In the entries that follow, find each line with the word "xChannelSelector" and copy it.
--- Records for the exercise ---
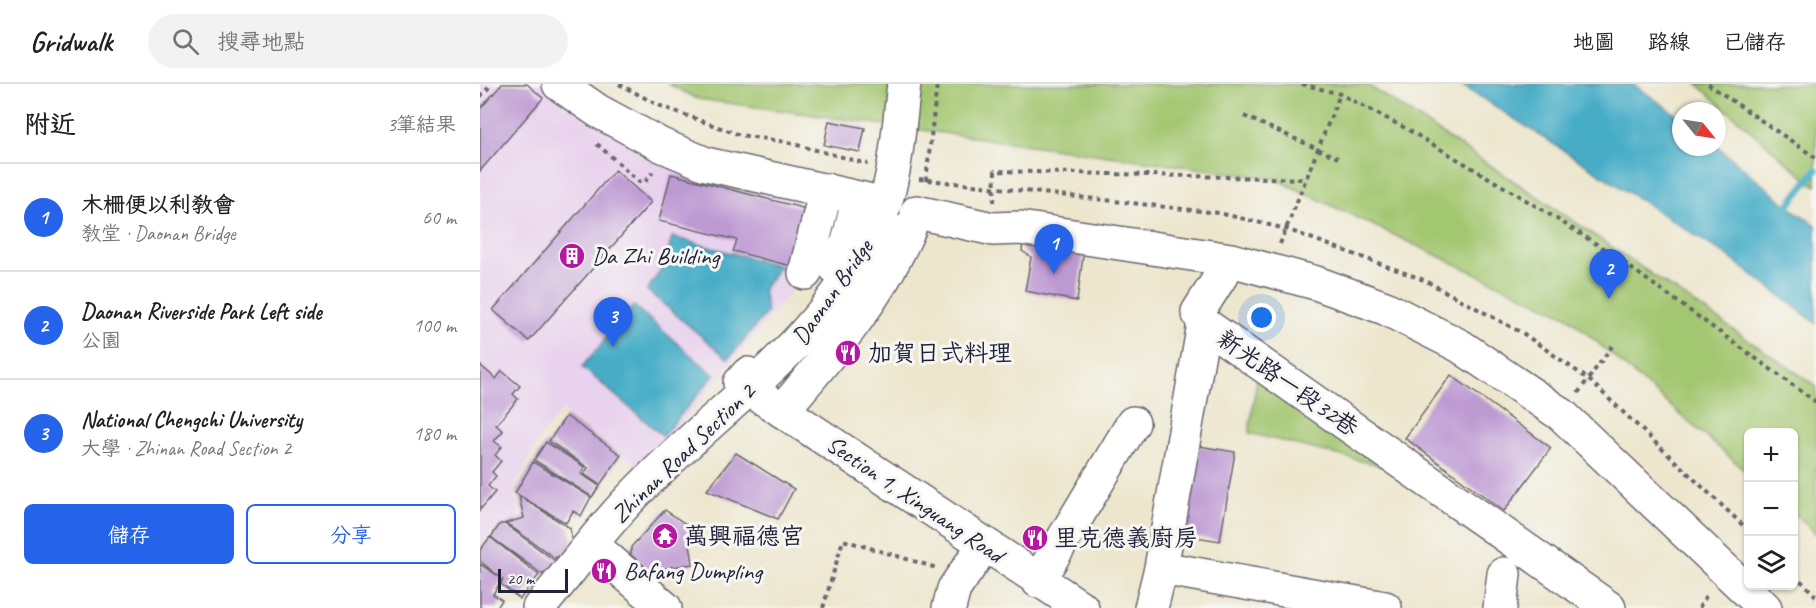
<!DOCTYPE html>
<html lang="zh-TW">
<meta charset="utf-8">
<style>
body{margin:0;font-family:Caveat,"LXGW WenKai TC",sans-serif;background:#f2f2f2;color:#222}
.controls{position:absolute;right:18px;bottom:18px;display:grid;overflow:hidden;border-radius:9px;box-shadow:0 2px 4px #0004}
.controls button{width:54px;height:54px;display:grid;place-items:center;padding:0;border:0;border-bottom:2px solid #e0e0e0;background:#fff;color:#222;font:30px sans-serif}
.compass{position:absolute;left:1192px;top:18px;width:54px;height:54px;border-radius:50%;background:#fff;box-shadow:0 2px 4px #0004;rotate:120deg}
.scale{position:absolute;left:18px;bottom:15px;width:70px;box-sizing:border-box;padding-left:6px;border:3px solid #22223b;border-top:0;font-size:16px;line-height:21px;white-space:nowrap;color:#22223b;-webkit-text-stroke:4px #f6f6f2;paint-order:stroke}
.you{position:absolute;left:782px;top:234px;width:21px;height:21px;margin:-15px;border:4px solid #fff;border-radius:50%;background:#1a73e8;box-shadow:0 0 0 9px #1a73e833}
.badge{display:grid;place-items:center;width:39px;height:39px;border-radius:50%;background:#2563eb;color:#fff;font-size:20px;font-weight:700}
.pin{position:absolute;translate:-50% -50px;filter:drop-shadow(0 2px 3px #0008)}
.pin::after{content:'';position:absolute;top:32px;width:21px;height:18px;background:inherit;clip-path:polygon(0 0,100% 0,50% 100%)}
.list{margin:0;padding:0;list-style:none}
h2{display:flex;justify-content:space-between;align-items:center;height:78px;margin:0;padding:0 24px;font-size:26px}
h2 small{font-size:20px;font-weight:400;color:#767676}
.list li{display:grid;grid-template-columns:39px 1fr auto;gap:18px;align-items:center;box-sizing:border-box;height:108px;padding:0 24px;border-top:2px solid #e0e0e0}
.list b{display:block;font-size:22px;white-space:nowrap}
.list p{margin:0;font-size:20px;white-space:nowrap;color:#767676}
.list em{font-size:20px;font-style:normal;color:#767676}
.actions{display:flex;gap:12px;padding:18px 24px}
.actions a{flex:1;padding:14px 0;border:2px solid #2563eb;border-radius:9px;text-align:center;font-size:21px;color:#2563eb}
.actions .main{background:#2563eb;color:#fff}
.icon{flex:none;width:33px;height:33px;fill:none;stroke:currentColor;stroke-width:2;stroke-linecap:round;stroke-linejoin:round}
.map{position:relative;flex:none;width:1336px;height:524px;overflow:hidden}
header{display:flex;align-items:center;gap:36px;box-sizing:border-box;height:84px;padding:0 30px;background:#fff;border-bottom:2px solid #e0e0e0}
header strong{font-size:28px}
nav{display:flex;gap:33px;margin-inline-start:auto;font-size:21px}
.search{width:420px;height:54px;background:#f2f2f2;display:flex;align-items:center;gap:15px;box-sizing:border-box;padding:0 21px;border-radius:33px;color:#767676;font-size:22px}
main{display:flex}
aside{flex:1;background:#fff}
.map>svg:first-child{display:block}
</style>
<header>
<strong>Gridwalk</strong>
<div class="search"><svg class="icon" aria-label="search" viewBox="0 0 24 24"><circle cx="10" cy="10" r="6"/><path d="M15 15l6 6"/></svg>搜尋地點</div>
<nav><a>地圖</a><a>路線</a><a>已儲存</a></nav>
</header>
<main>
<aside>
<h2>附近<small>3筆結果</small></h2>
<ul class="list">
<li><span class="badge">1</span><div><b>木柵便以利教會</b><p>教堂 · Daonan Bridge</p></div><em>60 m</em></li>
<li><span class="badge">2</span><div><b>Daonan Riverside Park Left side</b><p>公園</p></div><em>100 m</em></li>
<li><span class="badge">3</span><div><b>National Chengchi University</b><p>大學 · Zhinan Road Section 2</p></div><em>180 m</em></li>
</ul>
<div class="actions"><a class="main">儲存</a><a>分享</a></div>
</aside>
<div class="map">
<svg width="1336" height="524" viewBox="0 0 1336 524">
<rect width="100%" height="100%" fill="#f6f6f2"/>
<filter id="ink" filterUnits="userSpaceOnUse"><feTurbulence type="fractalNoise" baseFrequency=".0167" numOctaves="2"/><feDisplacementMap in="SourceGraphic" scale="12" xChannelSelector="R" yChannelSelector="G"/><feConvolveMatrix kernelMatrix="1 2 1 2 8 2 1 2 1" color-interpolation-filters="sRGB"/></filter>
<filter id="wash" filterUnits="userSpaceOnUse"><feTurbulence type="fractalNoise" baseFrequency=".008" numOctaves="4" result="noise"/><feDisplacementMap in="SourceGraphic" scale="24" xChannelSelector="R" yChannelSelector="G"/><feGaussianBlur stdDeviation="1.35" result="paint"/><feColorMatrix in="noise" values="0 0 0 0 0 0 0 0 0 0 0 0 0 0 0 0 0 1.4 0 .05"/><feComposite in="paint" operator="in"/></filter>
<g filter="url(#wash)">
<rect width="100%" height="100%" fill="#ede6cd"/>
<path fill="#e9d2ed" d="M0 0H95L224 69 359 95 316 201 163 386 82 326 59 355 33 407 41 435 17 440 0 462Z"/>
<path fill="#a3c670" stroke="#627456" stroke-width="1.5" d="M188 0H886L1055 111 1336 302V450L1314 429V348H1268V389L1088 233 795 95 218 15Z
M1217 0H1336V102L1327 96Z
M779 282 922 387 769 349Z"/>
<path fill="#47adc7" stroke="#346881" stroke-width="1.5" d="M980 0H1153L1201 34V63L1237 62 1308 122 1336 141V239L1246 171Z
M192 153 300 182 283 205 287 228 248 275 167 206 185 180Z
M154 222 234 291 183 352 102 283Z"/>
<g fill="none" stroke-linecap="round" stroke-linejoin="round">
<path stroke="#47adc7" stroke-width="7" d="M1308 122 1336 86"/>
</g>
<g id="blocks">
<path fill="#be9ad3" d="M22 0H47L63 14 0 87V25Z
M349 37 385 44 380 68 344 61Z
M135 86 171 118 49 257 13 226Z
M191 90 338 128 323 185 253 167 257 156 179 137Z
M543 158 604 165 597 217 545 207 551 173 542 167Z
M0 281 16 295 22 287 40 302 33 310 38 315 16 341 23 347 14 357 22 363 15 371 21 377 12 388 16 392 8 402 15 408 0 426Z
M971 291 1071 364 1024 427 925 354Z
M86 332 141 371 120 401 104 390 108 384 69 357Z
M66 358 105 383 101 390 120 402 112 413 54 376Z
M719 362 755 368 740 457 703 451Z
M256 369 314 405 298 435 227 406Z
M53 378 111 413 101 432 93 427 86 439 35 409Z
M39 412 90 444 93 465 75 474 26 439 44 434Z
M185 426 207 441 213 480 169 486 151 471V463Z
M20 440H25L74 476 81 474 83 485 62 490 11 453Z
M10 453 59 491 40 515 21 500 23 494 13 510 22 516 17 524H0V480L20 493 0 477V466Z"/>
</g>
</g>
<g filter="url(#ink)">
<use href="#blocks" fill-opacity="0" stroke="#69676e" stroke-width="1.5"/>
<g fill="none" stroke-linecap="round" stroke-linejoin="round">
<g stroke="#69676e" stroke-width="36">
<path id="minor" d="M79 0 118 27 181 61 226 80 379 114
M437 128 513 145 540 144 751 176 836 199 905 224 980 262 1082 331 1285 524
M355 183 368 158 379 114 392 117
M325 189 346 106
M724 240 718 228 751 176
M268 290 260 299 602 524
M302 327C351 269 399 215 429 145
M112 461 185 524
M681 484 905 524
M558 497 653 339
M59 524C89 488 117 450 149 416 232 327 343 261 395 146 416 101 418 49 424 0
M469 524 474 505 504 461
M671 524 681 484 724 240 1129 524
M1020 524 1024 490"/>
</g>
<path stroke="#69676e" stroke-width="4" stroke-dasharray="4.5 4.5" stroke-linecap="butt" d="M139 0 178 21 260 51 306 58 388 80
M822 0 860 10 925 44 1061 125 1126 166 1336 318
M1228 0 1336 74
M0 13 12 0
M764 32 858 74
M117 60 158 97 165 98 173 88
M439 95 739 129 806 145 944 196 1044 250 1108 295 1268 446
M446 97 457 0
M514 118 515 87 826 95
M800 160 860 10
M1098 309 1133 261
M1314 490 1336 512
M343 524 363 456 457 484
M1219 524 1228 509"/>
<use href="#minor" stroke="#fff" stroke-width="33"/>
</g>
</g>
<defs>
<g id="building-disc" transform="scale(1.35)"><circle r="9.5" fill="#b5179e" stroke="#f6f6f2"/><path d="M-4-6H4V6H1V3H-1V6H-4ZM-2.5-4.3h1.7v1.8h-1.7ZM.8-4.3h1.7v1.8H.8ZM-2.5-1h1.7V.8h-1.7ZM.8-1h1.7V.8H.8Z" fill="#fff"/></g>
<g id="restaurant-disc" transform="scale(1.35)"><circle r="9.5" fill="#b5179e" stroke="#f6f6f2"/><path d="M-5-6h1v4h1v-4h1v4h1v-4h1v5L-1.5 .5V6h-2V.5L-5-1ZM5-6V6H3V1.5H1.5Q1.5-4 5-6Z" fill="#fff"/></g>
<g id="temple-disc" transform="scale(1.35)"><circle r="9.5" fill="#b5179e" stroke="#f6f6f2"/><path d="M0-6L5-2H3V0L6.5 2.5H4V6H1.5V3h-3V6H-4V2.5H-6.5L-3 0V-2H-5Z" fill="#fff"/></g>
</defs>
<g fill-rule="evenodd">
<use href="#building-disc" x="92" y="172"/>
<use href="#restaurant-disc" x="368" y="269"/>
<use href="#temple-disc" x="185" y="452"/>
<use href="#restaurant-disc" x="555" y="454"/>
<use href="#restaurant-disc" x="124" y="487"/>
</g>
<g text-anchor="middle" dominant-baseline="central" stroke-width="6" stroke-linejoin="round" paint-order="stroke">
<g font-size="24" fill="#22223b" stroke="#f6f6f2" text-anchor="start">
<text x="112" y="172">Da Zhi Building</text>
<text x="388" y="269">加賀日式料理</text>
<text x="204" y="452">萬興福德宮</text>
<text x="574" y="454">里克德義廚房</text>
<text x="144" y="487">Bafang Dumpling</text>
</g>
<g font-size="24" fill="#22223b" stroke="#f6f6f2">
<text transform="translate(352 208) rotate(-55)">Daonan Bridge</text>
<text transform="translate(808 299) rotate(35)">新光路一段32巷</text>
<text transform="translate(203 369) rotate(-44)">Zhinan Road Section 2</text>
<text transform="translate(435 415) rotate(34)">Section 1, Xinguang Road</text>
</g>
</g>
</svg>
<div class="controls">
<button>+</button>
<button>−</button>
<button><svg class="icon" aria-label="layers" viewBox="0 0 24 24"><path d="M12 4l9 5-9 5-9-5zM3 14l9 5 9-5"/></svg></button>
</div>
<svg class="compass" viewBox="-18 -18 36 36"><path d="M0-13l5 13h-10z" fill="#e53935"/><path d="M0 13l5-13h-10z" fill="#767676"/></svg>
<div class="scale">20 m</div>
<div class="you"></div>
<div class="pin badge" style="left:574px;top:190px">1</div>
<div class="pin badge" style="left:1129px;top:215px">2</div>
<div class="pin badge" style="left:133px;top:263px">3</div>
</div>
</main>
---
> _Exercise result_:
<filter id="ink" filterUnits="userSpaceOnUse"><feTurbulence type="fractalNoise" baseFrequency=".0167" numOctaves="2"/><feDisplacementMap in="SourceGraphic" scale="12" xChannelSelector="R" yChannelSelector="G"/><feConvolveMatrix kernelMatrix="1 2 1 2 8 2 1 2 1" color-interpolation-filters="sRGB"/></filter>
<filter id="wash" filterUnits="userSpaceOnUse"><feTurbulence type="fractalNoise" baseFrequency=".008" numOctaves="4" result="noise"/><feDisplacementMap in="SourceGraphic" scale="24" xChannelSelector="R" yChannelSelector="G"/><feGaussianBlur stdDeviation="1.35" result="paint"/><feColorMatrix in="noise" values="0 0 0 0 0 0 0 0 0 0 0 0 0 0 0 0 0 1.4 0 .05"/><feComposite in="paint" operator="in"/></filter>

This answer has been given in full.